Étalé sur deux jeux (Innocence et Requiem), A Plague Tale nous raconte le périple d’Amicia & Hugo, une soeur et son frère face à un monde corrompu et rongé par une épidémie de peste. Un contexte tout sauf anodin, comme nous l’explique Sébastien Renard. « La peste a une place importante dans l’inconscient collectif, il y a toute une fantaisie, toute une magie autour de ça, et le contraste entre l’amour d’un frère et d’une sœur, cette innocence confrontée à toute cette boue, cette putréfaction et ses miasmes… On a senti qu’il pouvait se passer quelque chose dans ce contexte, et on n’a jamais cessé de construire autour ». Néanmoins, le scénariste Sébastien Renard et son directeur Kevin Choteau ont aussi compris que l’ultra-réalisme pouvait leur rendre service autant qu’il pouvait nuire, raison pour laquelle ils ont choisi de tracer leur propre voie. « Dans Plague Tale, il y a plague (peste) mais aussi tale (récit), et c’était important de respecter ce côté conte en apportant notre propre vision » raconte Sébastien Renard. « On s’est d’ailleurs permis de déformer la réalité en disant que la peste est entrée en France par la Guyenne alors qu’elle est arrivée à Marseille ».
// RÉPÉTER LES ERREURS DU PASSÉ
Il faut savoir que l’Europe compte trois grandes pandémies de peste noire, et que les jeux se déroulent vraisemblablement durant la deuxième, qui a décimé plus de la moitié de la population à partir de l’an 1348. De nombreux éléments dans Innocence comme dans Requiem font aussi référence à la première peste de Justinien (de 541 jusqu’en 767) et dont on découvre encore des séquelles durant le voyage d’Hugo & Amicia, qui ne cessent de traverser des ruines romaines, des édifices écroulés d’un autre temps ou même des aqueducs et autres vestiges qui sont loin de n’être que cosmétiques. Le diptyque A Plague Tale joue sans cesse avec cette envie de présenter une civilisation superposée sur la précédente, dont la grande tragédie est finalement de reproduire exactement les mêmes erreurs.
« J’avais cette phrase dans mes notes qui était de montrer que l’histoire se répète » raconte le scénariste des jeux. « J’aimais bien cette idée de ruines romaines au milieu d’un décor moyenâgeux, car on s’est rendu compte qu’au 14ème siècle les gens vénéraient la civilisation romaine.

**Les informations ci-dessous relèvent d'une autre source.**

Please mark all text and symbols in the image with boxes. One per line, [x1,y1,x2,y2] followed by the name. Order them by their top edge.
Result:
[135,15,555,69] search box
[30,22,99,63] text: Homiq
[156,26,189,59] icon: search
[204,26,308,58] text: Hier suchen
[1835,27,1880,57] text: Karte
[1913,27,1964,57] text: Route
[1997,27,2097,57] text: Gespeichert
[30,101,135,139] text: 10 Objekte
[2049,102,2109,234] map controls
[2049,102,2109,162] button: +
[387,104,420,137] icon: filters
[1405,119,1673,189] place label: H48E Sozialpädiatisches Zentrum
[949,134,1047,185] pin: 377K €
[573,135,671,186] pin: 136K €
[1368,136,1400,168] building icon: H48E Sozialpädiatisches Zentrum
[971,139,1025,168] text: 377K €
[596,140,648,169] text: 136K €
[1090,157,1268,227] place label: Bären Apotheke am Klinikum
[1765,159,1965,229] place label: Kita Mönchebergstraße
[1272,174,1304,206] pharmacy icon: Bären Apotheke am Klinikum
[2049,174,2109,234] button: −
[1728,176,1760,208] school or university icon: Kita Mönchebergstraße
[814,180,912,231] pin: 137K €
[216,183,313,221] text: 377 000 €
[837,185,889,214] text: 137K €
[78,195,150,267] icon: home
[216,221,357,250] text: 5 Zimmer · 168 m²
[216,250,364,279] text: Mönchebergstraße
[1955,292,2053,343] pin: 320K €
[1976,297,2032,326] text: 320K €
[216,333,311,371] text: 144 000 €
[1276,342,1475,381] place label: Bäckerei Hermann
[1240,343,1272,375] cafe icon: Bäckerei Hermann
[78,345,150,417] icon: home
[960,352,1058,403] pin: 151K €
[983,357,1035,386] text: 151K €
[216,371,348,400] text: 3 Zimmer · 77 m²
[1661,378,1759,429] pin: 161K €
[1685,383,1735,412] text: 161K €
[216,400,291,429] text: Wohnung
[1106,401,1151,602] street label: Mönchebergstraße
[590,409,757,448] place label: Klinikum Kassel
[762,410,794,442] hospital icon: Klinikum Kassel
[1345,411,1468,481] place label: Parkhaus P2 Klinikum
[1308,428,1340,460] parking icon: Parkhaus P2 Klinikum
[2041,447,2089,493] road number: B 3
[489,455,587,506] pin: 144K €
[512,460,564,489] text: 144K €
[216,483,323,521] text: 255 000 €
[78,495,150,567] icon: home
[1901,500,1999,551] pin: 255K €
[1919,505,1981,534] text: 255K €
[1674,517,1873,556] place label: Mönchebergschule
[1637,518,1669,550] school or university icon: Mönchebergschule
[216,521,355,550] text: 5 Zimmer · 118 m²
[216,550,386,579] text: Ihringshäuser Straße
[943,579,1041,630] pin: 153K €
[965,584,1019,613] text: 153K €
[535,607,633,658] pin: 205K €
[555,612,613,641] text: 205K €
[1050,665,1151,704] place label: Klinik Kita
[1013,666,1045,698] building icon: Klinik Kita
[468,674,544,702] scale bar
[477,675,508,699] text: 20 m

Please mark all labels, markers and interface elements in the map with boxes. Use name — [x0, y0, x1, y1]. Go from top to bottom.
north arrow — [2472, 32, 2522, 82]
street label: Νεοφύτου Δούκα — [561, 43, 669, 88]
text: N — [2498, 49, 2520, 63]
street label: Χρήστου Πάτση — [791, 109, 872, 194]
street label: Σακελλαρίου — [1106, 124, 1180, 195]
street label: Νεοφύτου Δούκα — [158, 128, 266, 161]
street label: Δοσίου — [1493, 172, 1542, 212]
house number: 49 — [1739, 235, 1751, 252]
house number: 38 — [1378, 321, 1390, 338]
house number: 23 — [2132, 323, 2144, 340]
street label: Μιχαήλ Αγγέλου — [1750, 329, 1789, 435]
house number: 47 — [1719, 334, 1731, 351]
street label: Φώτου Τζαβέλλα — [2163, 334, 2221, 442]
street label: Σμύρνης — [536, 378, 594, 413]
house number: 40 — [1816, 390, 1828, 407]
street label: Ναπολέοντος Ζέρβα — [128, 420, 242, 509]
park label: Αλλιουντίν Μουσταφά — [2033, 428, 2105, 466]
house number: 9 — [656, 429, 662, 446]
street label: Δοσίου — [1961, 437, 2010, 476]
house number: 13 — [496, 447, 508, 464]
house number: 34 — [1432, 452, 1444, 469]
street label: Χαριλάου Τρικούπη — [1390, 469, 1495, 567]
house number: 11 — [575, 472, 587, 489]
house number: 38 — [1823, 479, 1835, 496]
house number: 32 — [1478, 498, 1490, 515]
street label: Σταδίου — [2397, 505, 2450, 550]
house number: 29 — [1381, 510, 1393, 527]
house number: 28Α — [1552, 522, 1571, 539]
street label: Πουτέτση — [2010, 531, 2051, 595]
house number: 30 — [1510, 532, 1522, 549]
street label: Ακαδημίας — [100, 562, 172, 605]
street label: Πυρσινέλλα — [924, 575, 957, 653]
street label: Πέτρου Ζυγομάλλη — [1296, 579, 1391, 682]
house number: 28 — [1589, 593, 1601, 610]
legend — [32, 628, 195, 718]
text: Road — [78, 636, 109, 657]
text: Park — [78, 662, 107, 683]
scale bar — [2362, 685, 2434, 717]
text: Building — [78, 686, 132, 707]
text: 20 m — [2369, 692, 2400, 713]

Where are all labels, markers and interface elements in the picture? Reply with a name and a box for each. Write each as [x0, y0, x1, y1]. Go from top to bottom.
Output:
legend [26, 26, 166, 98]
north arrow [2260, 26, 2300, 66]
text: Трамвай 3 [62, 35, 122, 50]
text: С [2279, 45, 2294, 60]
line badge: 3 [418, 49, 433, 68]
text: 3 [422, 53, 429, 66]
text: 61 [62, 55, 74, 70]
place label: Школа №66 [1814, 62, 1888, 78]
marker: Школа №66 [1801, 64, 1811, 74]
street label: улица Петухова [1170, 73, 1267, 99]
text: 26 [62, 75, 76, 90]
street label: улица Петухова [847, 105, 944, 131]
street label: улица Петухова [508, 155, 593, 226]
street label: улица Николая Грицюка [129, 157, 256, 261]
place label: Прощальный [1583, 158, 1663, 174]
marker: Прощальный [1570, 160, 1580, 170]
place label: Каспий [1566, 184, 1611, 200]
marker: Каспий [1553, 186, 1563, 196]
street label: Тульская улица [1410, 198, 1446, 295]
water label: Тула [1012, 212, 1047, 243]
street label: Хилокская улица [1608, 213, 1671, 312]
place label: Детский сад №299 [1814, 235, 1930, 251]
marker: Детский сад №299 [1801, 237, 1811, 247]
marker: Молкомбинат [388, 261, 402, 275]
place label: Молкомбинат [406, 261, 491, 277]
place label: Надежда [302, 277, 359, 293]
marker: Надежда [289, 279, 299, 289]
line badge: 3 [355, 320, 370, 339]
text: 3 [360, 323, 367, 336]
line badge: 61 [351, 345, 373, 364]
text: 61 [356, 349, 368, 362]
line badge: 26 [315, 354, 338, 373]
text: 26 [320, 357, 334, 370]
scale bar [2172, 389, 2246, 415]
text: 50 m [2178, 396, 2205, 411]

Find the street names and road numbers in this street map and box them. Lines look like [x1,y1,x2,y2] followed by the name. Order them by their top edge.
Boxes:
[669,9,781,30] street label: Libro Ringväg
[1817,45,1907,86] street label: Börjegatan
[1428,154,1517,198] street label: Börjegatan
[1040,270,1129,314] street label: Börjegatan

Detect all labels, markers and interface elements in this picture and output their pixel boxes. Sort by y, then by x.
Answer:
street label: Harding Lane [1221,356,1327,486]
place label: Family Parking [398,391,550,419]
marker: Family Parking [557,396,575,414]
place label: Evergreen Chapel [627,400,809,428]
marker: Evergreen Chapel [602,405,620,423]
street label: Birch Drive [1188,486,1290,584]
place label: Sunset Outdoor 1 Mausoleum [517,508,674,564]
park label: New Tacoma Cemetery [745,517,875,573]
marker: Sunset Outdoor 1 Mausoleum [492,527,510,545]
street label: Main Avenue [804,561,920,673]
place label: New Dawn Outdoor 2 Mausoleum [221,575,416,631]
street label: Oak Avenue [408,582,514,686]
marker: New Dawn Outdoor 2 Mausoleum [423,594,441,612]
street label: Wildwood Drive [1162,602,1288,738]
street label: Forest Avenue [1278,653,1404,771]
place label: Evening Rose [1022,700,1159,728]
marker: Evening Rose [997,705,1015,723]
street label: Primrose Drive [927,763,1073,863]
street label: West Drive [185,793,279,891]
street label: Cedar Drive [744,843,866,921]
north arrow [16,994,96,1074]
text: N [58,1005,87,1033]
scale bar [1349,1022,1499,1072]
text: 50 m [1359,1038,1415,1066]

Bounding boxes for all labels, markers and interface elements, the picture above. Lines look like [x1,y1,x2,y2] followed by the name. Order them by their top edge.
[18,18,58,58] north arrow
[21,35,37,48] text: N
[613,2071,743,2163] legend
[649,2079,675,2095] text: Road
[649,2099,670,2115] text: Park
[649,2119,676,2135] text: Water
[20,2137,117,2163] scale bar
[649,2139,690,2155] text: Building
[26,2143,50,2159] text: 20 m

Il y a eu une perte de savoir entre les deux, et ils étaient très conscients de l’ampleur de ce qui avait été construit, et c’est vrai que dans Requiem ça a été un de mes axes de recherche — comment continuer à travailler sur le thème de l’héritage ? Comment des faits peuvent être interprétés par de multiples angles à la fois ? Et comment les gens prennent des artefacts du passé, et leur donnent une signification teintée de leurs désirs, croyances et rêves inachevés ? ».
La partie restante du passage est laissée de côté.